For each line of the data below, copy it if it holds the word "Laughland".

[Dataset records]
BEGIN
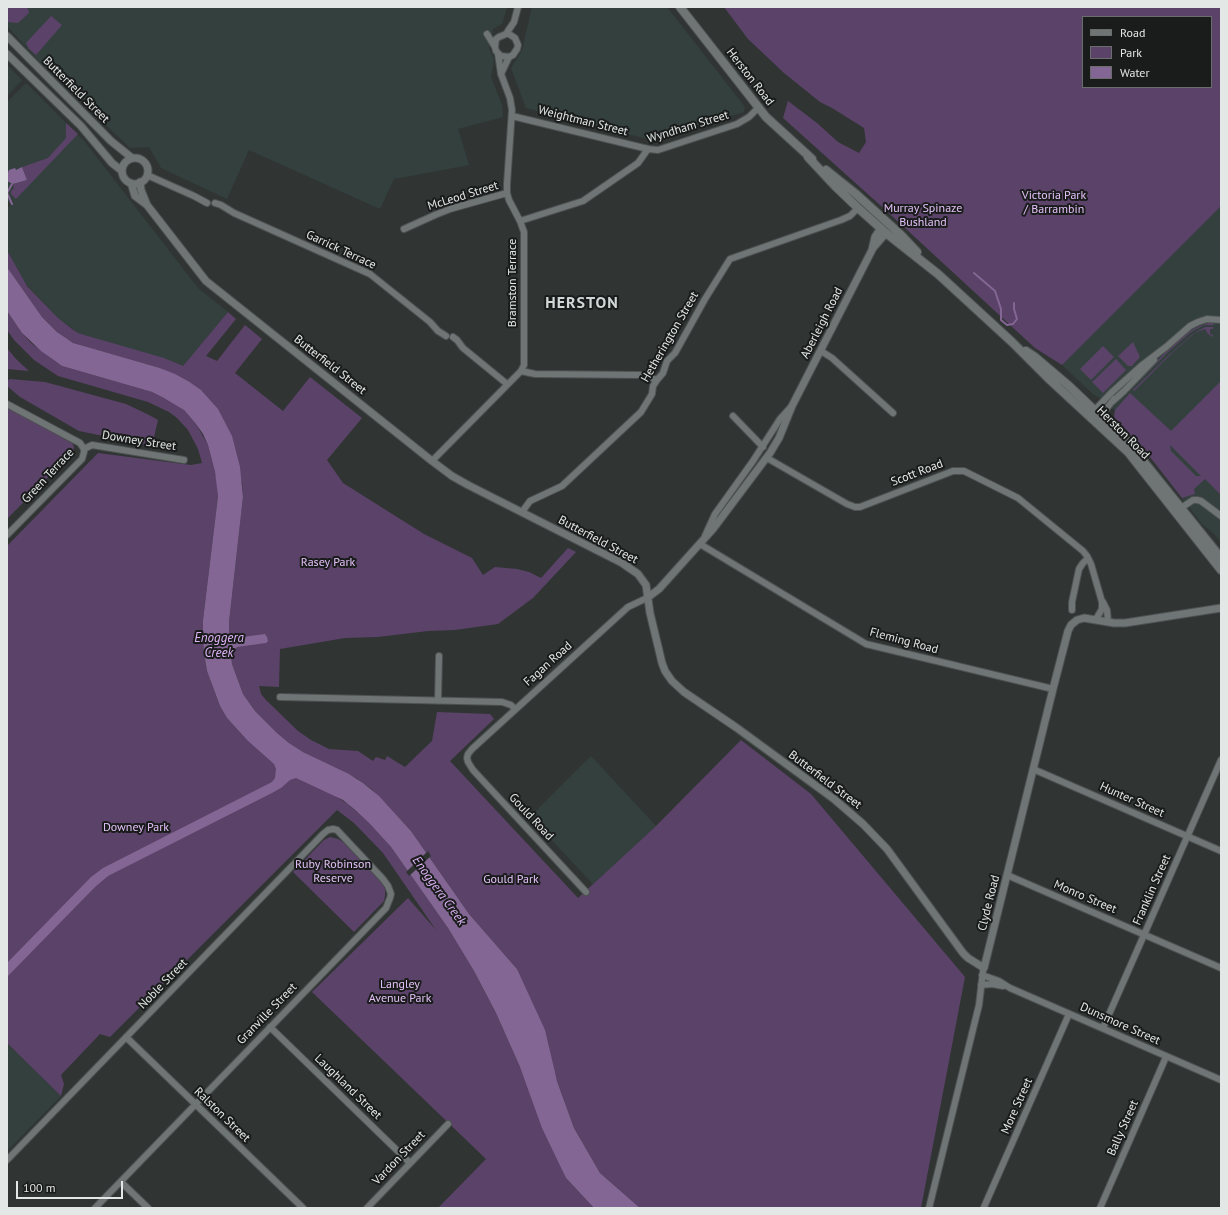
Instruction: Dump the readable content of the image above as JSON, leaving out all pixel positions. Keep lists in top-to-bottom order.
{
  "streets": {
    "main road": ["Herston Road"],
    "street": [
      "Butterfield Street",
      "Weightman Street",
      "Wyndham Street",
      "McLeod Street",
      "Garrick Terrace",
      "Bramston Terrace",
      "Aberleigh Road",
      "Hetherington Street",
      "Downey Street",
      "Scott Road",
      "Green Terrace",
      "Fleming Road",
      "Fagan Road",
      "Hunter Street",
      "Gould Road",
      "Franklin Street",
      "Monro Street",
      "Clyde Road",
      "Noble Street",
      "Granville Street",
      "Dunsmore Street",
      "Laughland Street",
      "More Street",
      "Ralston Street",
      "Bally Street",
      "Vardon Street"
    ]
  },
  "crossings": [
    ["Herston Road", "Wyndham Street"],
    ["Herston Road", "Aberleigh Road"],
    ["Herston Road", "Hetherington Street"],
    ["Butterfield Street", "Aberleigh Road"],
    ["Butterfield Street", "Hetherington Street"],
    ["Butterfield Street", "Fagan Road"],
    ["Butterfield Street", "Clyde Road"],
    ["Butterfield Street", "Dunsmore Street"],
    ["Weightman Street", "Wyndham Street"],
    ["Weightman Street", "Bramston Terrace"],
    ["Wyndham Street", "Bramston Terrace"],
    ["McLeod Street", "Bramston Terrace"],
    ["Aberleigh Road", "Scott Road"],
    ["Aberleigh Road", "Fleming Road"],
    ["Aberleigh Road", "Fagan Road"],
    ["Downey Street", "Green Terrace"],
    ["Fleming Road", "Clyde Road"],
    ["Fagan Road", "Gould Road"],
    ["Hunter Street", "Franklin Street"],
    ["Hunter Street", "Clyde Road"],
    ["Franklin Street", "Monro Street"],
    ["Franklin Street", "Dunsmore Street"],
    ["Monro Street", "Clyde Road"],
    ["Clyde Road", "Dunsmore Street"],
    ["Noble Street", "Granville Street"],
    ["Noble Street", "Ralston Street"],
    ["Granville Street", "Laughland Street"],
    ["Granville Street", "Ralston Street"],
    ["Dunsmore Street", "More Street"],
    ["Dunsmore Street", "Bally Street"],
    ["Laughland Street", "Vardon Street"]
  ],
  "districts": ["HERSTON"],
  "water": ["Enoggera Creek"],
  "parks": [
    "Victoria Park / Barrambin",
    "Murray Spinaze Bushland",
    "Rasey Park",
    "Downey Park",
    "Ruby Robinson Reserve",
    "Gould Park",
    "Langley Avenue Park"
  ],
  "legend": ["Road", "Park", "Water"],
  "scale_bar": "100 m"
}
END
- **Your solution**:
      "Laughland Street",
    ["Granville Street", "Laughland Street"],
    ["Laughland Street", "Vardon Street"]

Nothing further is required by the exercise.